I have to admit I’m not very good at promoting myself. I’m quite shy and find it difficult to talk myself up to people, but I’m improving all the time. I have Facebook, Instagram and Twitter accounts and try to update them whenever I can, although I’m sure it’s not enough! I also try to work with my local community by attending events and helping out wherever I can. I’m a member of the Fakenham Area Business Community (Fabcom), which has enabled me to make some really useful business-to-business connections. I always try to promote the events and markets that I’m attending and I’m starting to send out newsletters about new collections I’m launching. I don’t pay to advertise anywhere so I look for free ways to promote myself. Often, just being at well-established markets and events is a good way to get yourself noticed.
Do you take your own photographs? How important do you think good products shots are?
I’m artistically challenged, so I don’t take my own photographs. I’m lucky enough to be able to work with two excellent photographers, Keith Osborn Photography and Sally Robinson Photography. Product photographs are so important and that applies even more to food photos. If it doesn’t look appetising, people aren’t going to buy it!
Do you work at Pixie Hall full time?
I do, which is lovely when it’s busy, but can be a bit of a struggle in the quieter months. As long as you can justify the use of your time in the quieter times, it tends to pay off when it picks up again. For example, I’ve spent the last couple of months developing new products, starting new projects and booking events for the year. While this isn’t necessarily making me money right now, it will in the long term. It also stops me sitting around bingeing on Netflix! You have to use the quieter times to reassess and look ahead.
Have you got any tips for other makers interested in selling artisan food? What do they need to know?
Setting up any food business is difficult. There are lots of things you need to do before you start and lots of rules you need to follow in order to comply with food safety regulations. I would first of all suggest contacting your local authority for advice. They can tell you what you need to do to register your business, and refer you to trading standards who will ensure you have all the information you need for labelling your products. They will also refer you to Environmental Health, who can help make sure you start your business off on the right path. They are there to support, advise and help you, and they do so for free. Use them.
Apart from all that stuff, my main tip is to find something that you love. If you’re making and selling things you are passionate about, be that bread, cakes, sweets or coffee, you will engage your customers with your enthusiasm. It’s really important that your products and business are a reflection of you. If people wanted faceless, mass-produced food, they’d go to Tesco. People want real, honest food with a story. Embrace that and love what you make.
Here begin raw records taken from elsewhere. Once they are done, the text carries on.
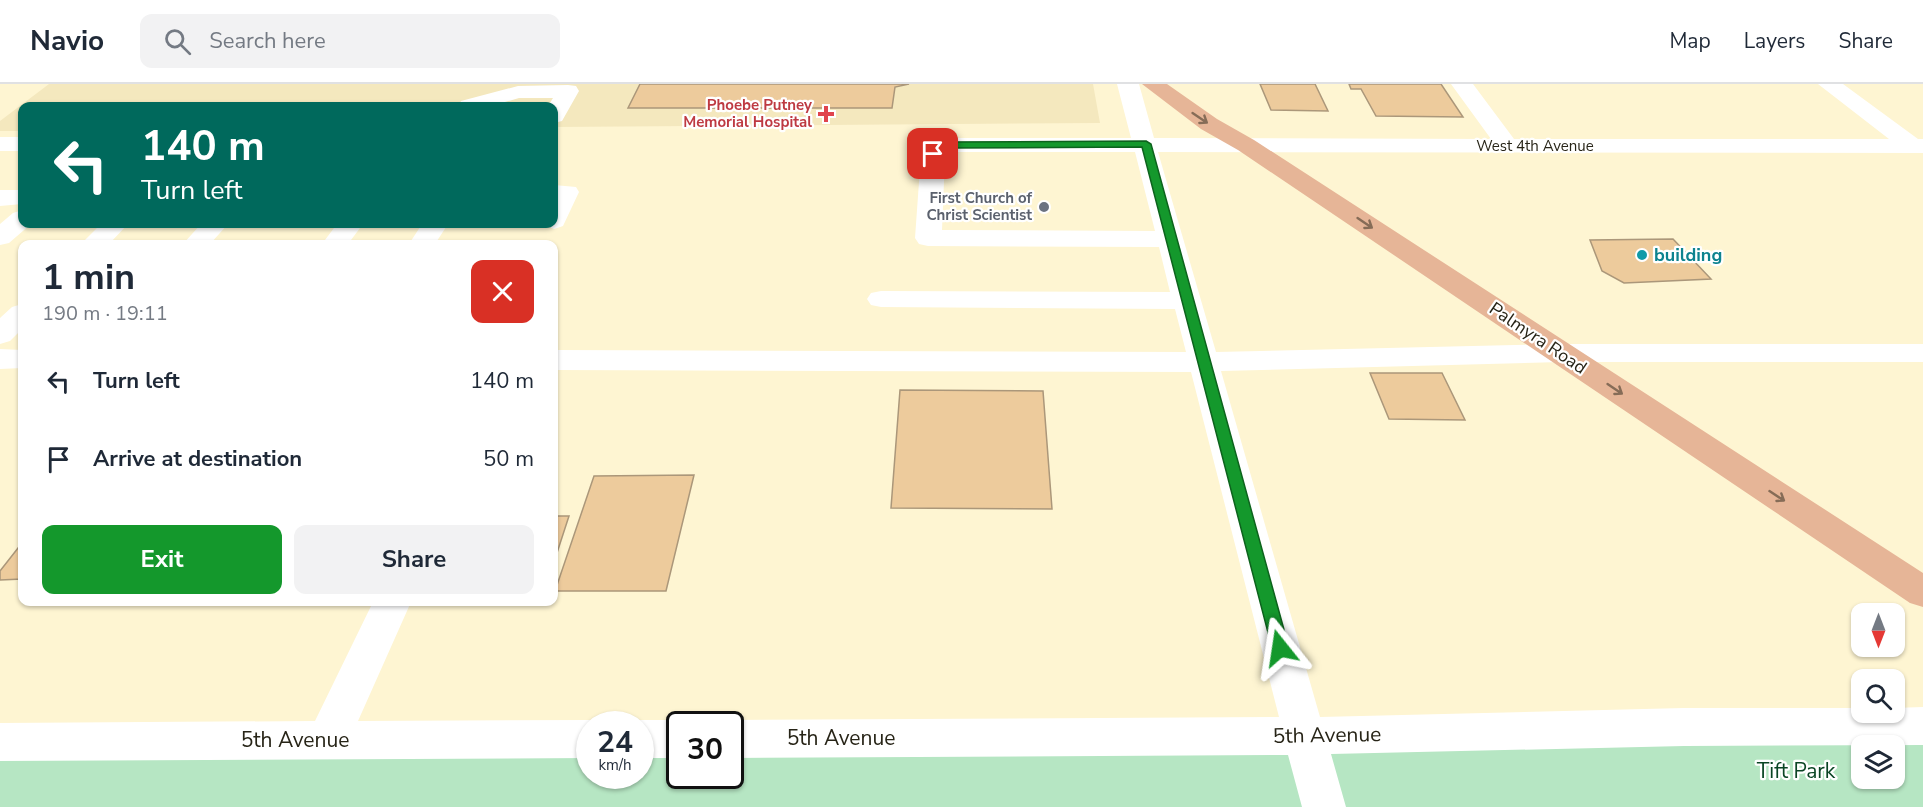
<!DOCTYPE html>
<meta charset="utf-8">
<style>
body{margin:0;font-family:"Nunito Sans",sans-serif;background:#f2f2f3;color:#1f2937;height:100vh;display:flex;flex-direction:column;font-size:22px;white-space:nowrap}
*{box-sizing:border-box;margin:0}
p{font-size:20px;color:#747a83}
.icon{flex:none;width:33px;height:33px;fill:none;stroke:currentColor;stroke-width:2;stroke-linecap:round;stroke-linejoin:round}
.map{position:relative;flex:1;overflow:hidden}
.details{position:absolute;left:18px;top:156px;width:540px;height:366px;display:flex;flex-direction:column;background:#fff;border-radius:12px;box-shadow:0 2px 4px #0004}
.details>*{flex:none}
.top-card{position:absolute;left:18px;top:18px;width:540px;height:126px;border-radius:12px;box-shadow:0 2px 4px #0004;background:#00695c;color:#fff;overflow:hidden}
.needle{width:39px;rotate:180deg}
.controls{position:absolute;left:1851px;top:519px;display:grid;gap:12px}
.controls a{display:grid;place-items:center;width:54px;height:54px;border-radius:12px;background:#fff;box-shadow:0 2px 4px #0004;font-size:30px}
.speed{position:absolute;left:576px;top:627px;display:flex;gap:12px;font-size:30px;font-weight:700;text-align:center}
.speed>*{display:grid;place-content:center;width:78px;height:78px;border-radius:50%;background:#fff;box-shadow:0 2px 4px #0004;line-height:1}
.speed small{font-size:15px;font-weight:400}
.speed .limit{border:3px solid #111;border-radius:9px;background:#fff;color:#111}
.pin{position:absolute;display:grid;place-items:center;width:51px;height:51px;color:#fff;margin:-26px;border-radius:12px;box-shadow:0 3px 9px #0006}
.me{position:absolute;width:66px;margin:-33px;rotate:345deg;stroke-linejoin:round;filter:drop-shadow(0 0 4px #0008)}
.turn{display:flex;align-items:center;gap:21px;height:126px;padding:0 24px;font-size:27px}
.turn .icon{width:78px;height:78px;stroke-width:2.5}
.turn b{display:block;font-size:42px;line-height:51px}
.round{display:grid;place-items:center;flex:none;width:63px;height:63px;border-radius:12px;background:#f2f2f3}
.overview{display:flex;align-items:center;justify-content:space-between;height:102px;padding:0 24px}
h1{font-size:36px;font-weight:700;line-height:45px}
.cta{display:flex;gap:12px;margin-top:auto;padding:12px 24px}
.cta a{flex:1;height:69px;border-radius:12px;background:#14982c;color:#fff;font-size:24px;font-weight:700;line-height:69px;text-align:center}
.cta a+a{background:#f2f2f3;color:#1f2937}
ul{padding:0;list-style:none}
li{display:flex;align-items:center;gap:18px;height:78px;padding:0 24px}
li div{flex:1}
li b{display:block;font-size:22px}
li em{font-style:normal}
header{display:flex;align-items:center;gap:36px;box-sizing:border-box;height:84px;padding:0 30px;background:#fff;border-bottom:2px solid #e0e1e3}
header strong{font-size:28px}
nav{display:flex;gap:33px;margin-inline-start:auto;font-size:21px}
.search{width:420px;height:54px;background:#f2f2f3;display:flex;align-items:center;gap:15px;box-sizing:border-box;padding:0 21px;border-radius:12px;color:#747a83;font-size:22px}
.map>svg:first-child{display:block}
</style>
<header>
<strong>Navio</strong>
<div class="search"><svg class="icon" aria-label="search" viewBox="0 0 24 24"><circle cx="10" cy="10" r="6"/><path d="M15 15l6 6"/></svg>Search here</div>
<nav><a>Map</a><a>Layers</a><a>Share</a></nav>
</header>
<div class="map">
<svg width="1923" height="723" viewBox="0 0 1923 723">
<rect width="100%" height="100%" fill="#fef5d2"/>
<path fill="#f4e8be" d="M49,0H1093L1100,39L554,43V22H22V47H0V37Z"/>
<path fill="#b6e6c3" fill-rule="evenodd" d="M1923,648V723H0V664L589,662L590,692H640L641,661H679L680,692H730L731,661ZM1862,662H1894V694H1862Z"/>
<path fill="#edcb9c" stroke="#ab977a" stroke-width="1.5" d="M640,0H909L895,3L892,24H628Z
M1260,0H1315L1328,27L1271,26Z
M1349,0H1441L1463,33L1376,32L1361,5H1351Z
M1673,155L1711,195L1624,199L1602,187L1590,156Z
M1370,289H1442L1465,336L1389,335Z
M900,306L1043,307L1052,425L891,424Z
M694,391L666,507H555L594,392Z
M554,432H569L554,478Z
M22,459V495L0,496V487Z"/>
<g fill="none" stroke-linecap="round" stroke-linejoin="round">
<path fill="#fff" fill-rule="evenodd" d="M1117,0H1139L1154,54L1491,55L1451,0H1473L1514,55H1889L1818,0H1843L1918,55H1923V69L1158,68L1216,268L1561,260H1923V278H1561L1221,287L1320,633L1684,624H1862V628H1894V624L1923,623V661L1684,662L1331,670L1346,723H1302L1288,671L730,674V640H718L730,636L1279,633L1191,288L554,286V266L1186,268L1175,225L881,223L871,221L867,215L871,209L881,207L1170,208L1159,163L928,162L919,160L915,154L921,70L939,56L947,54H1131ZM952,68H1135L1155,147L942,146L945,73Z
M568,1L576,2L579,7L562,37L554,39V22H548L553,14H519L491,22H458L461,17L518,2Z
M0,53H22V67H0Z
M554,101L576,103L579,108L563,142L554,145L543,140H554Z
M0,106H22V120L0,122Z
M22,126V140H31L9,159L0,161V140L13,129Z
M101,140H128L109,160H81Z
M201,140H228L210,160H183Z
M337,140H363L348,160H322Z
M422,140H448L435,160H409Z
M22,220V245L10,257L0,260V234L12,223Z
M0,265L22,266V284L0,285Z
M373,518H411L358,637L590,636L602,640H590V674L0,677V639L315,637Z
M640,636H680L692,640H680V674H640V640H628Z"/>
<path fill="#e6b597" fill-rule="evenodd" d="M1142,0H1167L1217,35L1254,56L1923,489V523L1910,519L1238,66L1201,45Z"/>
</g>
<defs><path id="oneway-shaft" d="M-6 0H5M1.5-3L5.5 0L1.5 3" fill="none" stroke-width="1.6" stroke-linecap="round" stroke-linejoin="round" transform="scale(1.5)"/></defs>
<g stroke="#866c57">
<use href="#oneway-shaft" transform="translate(1200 34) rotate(34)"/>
<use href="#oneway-shaft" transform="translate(1365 139) rotate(34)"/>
<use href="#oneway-shaft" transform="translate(1615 305) rotate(34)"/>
<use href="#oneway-shaft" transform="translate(1777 412) rotate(33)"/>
</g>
<path fill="#14982c" stroke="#0d631d" stroke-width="1.5" d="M1146,57L1151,60L1289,564L1286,569H1275L1272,564L1142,63L949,64L936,72L928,70L947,58Z"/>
<path fill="#e0444e" stroke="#fff" stroke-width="2" d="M823 21h6v6h6v6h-6v6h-6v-6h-6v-6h6z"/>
<circle fill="#6b7280" stroke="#fff" stroke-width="2" cx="1044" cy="123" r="6"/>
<circle fill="#0f9aa8" stroke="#fff" stroke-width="2" cx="1642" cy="171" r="6"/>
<g text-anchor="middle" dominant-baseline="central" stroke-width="4.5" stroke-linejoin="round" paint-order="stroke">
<g font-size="15" font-weight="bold" fill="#be3a42" stroke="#fff" text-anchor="end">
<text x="812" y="21">Phoebe Putney<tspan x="812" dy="17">Memorial Hospital</tspan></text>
</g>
<g font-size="15" fill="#272417" stroke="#fff">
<text x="1535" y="62">West 4th Avenue</text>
</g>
<g font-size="15" font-weight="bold" fill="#5b616d" stroke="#fff" text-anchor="end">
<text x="1032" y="114">First Church of<tspan x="1032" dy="17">Christ Scientist</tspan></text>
</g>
<g font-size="18" font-weight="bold" fill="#0d838f" stroke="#fff" text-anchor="start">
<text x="1654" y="171">building</text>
</g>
<g font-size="18" fill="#272417" stroke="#fff">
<text transform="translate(1538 254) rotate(34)">Palmyra Road</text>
</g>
<g font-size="21" fill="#272417" stroke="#fff">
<text transform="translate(1327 651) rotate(-1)">5th Avenue</text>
<text x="841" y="654">5th Avenue</text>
<text x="295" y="656">5th Avenue</text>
</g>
<g font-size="21" fill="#0a4524" stroke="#fff">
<text x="1796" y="687">Tift Park</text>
</g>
</g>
</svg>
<div class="controls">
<a><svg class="needle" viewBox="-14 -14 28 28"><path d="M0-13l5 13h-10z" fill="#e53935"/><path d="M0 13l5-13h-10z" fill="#747a83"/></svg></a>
<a><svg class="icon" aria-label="search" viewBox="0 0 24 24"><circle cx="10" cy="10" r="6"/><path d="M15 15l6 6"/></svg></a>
<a><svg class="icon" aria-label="layers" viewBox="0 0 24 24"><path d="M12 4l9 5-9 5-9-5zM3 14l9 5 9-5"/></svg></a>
</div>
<div class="speed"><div>24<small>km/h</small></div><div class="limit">30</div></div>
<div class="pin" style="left:933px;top:70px;background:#d93025"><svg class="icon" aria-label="arrive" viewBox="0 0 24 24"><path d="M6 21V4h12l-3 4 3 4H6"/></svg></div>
<svg class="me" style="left:1280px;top:564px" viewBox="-20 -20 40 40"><path d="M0-17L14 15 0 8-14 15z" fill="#14982c" stroke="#fff" stroke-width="4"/></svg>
<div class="top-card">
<div class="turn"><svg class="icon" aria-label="left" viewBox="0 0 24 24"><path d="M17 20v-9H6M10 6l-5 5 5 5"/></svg><div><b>140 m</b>Turn left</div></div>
</div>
<section class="details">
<div class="overview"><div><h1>1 min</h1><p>190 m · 19:11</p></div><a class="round" style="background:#d93025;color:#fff"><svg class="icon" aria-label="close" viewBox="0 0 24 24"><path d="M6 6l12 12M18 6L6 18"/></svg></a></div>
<ul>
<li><svg class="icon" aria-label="left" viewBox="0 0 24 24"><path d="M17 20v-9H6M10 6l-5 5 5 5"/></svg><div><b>Turn left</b></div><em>140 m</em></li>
<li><svg class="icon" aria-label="arrive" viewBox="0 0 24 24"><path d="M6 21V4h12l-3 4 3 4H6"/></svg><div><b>Arrive at destination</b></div><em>50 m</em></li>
</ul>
<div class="cta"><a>Exit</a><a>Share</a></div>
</section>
</div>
How do you see your business developing? Have you got any plans or dreams?
I’ve got several new projects in the pipeline which should help me to reach more customers and engage new people with my brand. I have new ranges of products coming out all the time, which keeps things fresh and exciting. I’ve been working hard on my new Easter range which has been really fun – it’s the first time I’ve made traditional Easter eggs and I’m filling them with adorable little chocolate buttons. I’m hoping to attend more events this year, so I think that will help get the Pixie Hall name known by more people. I’m planning a workshop too so I can teach people how to make delicious sweets at home, and if it goes well, who knows? You have to be open to new things. People often tell you what they want and it’s up to you how you respond. I seem to be of the “say yes and worry about the logistics later” school of thought. I’m not sure whether that’s always a good thing or not!
My big dream is that one day I’ll have a chocolate shop or deli of my own. I’d love to have a dedicated space to sell my creations. That’s all pretty far off, but it’s always worth looking at the bigger picture. My main hope is that I’ll never fall out of love with what I do. Long hours, late nights and early mornings hurt a little less when you’re doing something you love.